BRIEF -
All lines in the data below carrying the string "stream" are to be located and copied.

(Stored data entries)
---*---
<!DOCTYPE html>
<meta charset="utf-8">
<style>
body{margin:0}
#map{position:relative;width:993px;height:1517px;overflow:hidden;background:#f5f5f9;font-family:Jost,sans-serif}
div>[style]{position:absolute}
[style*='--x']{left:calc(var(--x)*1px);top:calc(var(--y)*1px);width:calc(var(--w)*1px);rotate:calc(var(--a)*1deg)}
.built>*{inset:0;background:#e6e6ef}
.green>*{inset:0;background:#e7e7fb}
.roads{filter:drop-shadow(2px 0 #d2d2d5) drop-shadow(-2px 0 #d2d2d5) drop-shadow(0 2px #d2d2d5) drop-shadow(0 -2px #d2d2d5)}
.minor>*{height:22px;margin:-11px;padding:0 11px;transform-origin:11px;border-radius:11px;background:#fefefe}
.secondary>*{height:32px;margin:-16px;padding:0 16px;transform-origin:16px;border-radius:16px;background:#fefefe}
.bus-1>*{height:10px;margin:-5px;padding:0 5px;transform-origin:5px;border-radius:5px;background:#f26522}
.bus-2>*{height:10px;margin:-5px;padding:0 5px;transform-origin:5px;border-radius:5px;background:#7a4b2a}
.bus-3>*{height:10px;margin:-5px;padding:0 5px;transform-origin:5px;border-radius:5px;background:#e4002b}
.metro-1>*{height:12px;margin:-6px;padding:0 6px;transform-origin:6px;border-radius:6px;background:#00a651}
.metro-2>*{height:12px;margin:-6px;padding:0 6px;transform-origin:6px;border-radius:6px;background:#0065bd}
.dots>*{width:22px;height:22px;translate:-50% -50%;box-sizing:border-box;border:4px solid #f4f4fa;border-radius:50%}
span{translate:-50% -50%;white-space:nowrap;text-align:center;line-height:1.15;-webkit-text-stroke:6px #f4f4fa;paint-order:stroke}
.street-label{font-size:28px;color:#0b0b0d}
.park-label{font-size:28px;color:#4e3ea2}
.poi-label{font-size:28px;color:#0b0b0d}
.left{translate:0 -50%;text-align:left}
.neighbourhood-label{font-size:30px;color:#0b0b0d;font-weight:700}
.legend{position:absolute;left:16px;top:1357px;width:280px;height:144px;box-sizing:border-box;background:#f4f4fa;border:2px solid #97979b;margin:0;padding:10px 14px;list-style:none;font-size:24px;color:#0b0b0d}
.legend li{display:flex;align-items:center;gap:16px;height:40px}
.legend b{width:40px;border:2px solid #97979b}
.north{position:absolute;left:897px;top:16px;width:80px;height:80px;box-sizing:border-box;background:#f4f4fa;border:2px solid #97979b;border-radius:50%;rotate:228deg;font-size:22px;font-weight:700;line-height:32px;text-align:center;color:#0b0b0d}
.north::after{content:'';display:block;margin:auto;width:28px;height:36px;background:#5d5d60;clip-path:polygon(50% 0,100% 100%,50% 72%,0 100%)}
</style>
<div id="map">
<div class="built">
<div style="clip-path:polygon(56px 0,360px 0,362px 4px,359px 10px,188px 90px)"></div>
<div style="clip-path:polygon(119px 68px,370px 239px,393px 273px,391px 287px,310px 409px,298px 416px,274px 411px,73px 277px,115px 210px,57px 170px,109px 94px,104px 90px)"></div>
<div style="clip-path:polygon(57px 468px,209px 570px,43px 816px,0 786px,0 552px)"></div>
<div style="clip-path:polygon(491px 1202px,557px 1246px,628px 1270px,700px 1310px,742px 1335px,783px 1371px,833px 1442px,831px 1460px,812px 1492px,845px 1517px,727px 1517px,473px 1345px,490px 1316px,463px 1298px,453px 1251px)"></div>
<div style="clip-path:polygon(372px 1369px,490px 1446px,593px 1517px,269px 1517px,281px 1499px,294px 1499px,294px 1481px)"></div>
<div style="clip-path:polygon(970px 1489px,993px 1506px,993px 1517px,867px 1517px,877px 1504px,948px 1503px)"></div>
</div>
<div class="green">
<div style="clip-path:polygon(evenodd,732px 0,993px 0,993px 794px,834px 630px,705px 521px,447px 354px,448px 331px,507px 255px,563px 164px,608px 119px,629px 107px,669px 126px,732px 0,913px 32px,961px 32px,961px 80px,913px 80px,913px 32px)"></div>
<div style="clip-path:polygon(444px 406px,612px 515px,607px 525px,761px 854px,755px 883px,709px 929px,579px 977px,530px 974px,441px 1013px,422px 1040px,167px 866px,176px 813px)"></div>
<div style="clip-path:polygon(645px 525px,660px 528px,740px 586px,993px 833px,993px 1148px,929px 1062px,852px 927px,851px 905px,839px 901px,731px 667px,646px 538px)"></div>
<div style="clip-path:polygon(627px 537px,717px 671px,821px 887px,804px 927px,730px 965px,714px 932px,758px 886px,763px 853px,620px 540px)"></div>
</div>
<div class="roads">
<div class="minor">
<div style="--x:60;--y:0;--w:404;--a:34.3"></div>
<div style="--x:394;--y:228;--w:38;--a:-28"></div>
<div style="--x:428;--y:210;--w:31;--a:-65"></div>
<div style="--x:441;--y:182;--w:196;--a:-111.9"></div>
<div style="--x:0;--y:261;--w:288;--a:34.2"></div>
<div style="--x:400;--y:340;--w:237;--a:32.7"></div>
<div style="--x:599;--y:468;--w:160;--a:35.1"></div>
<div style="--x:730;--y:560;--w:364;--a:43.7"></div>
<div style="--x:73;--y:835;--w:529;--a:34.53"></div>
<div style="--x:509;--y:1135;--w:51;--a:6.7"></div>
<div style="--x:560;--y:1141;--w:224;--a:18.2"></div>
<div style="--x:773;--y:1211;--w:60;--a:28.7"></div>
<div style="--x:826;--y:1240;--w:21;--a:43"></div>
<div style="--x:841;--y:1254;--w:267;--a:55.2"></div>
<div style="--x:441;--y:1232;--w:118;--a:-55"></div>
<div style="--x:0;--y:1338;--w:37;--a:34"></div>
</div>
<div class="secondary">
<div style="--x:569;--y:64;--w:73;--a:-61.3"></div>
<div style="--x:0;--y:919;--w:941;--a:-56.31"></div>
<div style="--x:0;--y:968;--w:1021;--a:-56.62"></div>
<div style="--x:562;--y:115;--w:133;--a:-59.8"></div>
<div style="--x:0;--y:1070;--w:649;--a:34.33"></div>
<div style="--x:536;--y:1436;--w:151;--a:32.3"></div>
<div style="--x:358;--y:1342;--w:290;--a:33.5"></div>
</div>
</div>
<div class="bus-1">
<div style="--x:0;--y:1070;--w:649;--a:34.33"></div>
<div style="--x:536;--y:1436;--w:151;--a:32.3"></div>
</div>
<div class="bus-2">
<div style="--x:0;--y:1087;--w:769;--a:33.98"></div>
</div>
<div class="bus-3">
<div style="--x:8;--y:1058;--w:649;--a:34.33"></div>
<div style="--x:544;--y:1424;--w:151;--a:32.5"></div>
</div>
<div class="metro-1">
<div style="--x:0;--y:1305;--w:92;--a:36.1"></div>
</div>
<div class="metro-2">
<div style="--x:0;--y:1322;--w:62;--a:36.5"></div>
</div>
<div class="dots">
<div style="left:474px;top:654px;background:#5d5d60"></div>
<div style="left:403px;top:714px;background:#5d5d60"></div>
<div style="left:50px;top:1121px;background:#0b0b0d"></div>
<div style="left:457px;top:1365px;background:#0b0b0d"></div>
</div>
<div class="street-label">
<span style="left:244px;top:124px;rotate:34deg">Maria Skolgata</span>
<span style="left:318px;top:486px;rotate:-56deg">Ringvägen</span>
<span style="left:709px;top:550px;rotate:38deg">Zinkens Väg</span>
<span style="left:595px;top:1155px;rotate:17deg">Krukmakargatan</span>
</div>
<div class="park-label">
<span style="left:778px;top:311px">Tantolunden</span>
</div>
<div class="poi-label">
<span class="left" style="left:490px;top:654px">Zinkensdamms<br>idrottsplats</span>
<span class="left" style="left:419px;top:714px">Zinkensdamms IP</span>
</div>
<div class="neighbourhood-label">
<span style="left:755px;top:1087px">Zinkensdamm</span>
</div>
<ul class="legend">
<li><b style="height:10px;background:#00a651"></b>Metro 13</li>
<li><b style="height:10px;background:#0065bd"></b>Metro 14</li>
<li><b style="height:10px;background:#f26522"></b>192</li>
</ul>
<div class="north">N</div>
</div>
---*---
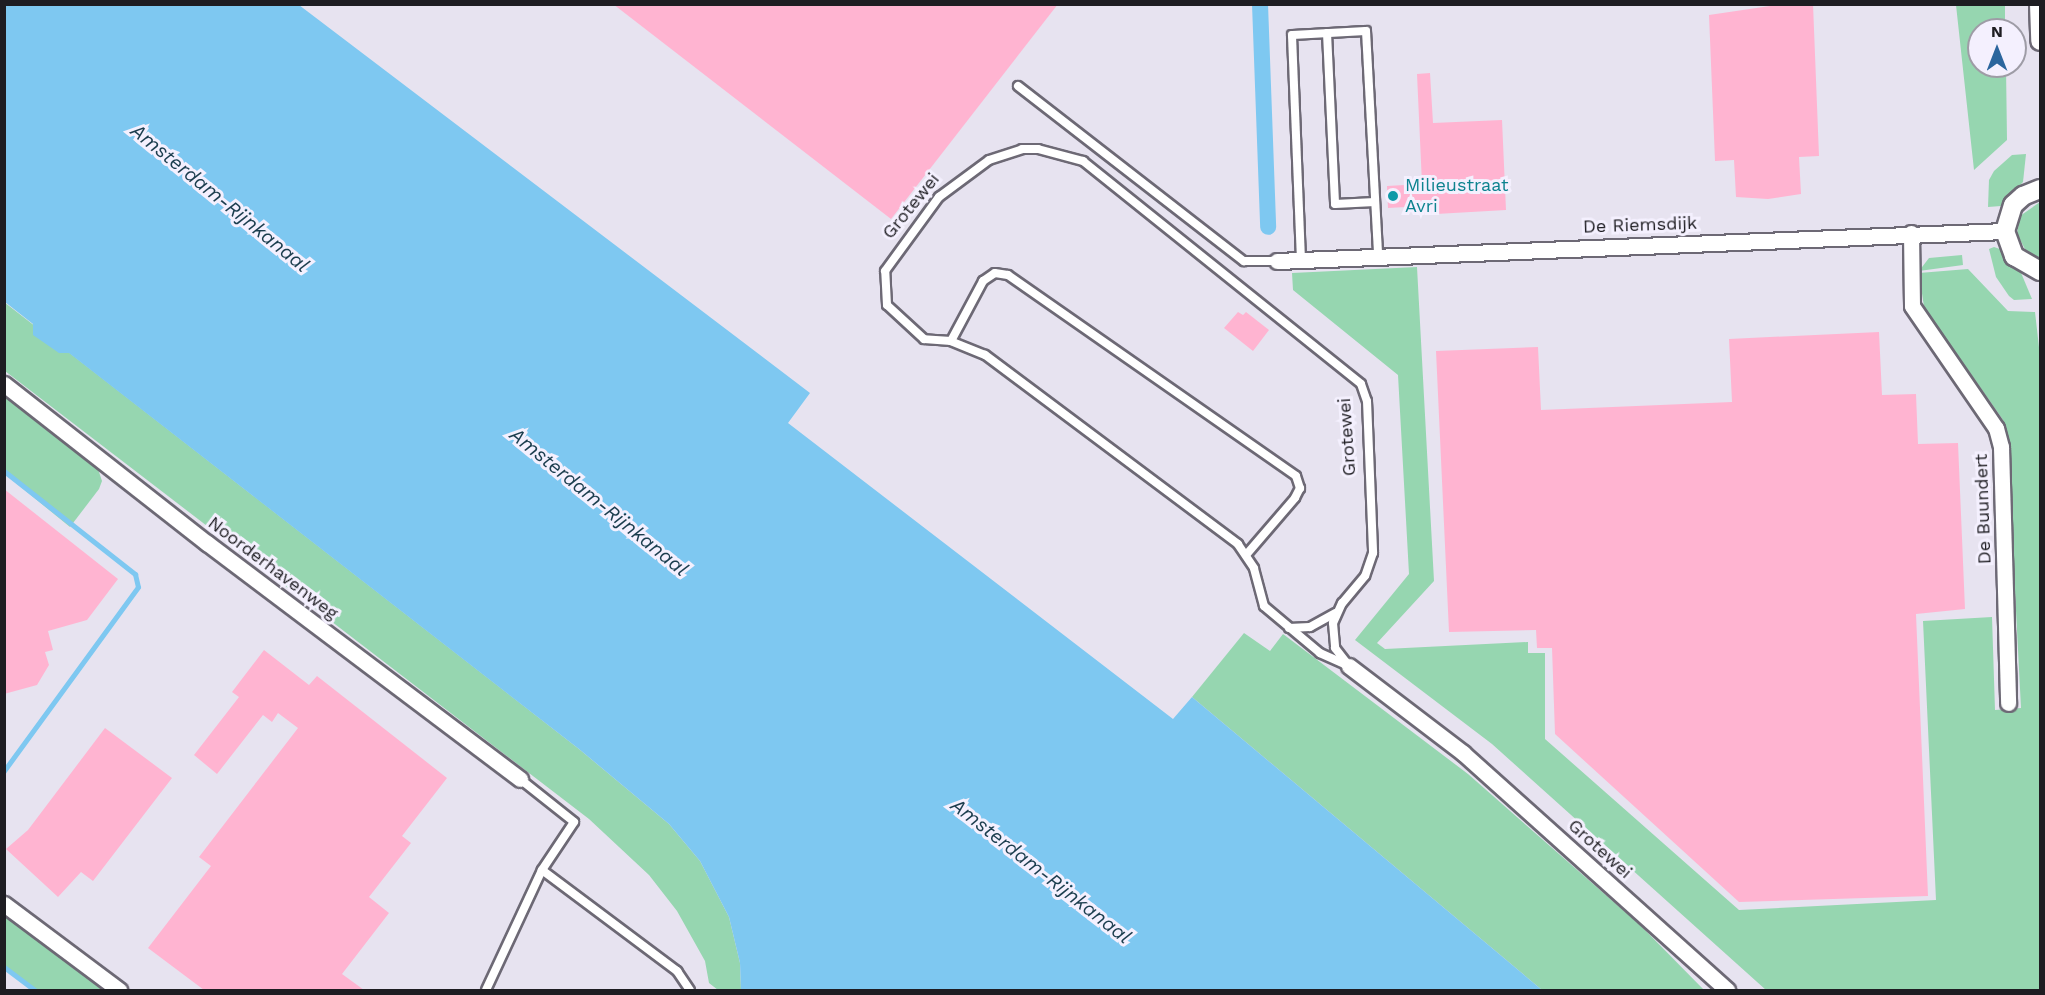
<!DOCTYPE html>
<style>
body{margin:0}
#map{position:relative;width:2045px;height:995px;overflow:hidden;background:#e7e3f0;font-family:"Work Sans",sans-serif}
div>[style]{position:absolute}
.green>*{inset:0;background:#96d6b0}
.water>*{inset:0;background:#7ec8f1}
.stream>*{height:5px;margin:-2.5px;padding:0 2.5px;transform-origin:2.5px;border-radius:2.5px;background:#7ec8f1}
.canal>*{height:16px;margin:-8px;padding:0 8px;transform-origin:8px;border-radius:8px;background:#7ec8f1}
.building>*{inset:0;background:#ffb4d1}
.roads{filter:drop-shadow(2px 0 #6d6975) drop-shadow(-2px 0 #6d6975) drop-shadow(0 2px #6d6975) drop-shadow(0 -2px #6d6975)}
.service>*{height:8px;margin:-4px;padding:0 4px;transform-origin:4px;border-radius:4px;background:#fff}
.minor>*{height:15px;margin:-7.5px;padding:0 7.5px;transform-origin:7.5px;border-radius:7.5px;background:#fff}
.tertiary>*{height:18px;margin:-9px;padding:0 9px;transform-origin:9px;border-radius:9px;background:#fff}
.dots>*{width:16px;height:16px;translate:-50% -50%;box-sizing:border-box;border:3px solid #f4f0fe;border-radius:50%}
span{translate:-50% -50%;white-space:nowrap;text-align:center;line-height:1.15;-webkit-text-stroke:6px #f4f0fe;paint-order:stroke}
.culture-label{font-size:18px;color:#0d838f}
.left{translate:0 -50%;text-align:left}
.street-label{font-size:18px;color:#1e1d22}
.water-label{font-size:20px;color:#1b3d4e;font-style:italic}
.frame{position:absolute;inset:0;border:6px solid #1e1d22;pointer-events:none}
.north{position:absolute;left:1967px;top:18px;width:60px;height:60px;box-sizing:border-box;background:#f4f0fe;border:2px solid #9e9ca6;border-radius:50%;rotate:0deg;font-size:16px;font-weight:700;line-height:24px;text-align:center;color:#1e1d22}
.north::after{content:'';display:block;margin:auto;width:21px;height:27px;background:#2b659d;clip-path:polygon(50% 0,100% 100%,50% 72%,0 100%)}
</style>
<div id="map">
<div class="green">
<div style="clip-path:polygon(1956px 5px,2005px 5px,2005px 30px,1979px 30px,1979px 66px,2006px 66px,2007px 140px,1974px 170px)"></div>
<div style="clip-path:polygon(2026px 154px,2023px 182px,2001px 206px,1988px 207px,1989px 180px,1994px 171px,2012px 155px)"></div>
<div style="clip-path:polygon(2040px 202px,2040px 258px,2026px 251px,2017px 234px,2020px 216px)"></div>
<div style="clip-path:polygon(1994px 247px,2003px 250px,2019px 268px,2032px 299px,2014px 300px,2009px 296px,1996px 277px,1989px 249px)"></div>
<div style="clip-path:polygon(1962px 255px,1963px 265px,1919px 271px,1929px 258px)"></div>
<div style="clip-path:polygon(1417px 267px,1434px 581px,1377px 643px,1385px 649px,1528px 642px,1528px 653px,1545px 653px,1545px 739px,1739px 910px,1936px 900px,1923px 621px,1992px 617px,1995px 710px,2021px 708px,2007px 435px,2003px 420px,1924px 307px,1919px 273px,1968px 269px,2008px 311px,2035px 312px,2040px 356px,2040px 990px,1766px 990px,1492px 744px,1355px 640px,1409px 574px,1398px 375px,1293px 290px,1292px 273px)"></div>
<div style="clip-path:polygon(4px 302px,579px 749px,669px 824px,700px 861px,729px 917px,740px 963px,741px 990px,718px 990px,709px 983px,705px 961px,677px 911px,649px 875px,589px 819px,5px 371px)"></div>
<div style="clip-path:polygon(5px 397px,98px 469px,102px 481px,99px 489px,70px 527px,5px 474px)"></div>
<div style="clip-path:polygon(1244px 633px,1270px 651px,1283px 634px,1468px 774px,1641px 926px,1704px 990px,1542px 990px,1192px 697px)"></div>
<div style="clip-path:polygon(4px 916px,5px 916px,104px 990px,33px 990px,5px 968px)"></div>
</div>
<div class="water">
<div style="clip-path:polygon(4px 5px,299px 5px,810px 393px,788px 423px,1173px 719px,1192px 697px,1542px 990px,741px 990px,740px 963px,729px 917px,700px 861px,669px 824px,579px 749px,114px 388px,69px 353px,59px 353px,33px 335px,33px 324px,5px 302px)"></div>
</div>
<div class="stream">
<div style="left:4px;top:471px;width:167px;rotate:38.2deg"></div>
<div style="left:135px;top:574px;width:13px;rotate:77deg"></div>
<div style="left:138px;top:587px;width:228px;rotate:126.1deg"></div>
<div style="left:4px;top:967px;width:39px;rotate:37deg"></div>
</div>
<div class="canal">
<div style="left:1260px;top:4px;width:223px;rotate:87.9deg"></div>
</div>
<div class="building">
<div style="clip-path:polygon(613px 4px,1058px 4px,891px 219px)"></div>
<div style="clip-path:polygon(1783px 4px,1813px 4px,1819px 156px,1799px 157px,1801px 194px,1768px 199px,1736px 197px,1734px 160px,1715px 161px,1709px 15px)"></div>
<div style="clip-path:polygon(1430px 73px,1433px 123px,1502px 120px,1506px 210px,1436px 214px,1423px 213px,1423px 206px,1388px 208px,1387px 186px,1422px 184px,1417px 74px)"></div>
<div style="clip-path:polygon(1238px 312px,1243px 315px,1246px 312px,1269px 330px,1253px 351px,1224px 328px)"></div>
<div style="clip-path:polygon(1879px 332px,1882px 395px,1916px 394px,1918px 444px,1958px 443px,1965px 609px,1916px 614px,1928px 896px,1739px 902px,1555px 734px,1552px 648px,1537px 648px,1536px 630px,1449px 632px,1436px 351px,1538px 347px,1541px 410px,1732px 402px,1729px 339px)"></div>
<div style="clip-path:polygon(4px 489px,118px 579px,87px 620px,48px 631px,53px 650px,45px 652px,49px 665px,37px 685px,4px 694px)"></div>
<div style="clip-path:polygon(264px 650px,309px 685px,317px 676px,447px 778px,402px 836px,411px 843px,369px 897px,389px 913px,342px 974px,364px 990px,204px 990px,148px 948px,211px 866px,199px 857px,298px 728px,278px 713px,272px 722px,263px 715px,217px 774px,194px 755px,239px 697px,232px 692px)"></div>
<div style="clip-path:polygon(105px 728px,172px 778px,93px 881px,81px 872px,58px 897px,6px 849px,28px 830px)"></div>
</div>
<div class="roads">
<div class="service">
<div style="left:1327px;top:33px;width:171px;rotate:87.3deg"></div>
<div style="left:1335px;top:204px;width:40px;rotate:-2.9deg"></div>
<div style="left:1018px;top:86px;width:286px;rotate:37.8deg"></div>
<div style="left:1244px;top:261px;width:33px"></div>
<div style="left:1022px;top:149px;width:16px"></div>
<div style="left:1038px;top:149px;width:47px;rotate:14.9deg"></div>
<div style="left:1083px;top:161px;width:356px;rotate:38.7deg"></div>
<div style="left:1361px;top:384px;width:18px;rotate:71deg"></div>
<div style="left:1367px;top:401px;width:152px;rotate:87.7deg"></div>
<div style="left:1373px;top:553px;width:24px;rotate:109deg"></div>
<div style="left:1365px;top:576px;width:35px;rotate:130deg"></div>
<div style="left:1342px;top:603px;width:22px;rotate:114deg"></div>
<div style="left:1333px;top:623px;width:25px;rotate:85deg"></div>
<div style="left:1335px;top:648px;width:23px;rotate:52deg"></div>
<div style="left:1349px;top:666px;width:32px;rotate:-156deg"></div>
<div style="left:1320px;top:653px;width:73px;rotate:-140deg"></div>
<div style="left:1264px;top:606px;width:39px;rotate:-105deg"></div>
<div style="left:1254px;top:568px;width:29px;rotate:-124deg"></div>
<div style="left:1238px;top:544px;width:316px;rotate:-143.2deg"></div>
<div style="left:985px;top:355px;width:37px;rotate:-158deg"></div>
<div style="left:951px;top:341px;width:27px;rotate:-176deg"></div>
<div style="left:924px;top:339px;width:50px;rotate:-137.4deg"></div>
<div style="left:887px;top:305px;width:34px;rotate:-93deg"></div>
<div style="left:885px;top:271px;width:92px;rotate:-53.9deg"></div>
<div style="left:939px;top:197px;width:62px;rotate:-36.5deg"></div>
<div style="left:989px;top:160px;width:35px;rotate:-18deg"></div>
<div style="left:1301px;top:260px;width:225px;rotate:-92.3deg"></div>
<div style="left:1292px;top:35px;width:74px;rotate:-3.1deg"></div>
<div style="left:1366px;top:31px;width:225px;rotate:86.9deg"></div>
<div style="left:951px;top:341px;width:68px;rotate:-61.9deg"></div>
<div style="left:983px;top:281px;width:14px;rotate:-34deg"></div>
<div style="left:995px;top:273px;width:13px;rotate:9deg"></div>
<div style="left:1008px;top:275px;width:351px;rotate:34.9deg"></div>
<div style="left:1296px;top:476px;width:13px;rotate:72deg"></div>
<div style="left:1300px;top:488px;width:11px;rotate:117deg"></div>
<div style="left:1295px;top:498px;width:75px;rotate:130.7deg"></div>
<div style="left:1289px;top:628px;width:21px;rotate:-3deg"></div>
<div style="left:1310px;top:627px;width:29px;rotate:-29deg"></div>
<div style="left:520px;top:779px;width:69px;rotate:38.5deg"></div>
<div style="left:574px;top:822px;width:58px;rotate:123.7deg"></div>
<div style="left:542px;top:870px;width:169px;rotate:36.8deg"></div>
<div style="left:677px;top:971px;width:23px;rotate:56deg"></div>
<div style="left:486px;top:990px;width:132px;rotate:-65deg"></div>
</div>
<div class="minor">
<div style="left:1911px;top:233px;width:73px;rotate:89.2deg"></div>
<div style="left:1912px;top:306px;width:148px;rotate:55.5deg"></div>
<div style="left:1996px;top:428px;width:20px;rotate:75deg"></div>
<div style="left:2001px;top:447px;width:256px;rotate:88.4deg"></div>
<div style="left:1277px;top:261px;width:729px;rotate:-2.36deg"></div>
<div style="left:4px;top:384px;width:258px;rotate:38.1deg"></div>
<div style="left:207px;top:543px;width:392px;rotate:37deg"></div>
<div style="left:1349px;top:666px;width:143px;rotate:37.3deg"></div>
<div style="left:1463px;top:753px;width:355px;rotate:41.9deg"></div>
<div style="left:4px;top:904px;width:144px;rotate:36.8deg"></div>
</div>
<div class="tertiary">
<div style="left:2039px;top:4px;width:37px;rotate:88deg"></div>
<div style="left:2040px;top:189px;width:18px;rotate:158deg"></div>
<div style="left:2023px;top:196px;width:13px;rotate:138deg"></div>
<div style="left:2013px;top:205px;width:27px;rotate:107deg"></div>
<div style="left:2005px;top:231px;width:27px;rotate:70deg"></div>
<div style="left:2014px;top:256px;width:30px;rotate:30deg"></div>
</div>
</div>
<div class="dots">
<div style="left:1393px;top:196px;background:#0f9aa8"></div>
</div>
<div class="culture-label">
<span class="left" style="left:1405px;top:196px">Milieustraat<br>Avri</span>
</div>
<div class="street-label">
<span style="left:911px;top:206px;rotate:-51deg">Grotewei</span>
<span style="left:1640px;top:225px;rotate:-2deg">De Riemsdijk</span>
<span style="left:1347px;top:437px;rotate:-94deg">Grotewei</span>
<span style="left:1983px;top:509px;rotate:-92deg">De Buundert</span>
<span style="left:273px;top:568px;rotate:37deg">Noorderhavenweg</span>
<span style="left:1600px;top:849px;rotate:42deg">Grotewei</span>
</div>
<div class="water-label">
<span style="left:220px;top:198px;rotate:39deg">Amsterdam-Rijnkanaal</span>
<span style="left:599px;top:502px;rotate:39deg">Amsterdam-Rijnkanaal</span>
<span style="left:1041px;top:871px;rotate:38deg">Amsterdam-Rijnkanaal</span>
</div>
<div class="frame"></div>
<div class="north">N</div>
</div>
---*---
RESULT OF THIS EXERCISE -
.stream>*{height:5px;margin:-2.5px;padding:0 2.5px;transform-origin:2.5px;border-radius:2.5px;background:#7ec8f1}
<div class="stream">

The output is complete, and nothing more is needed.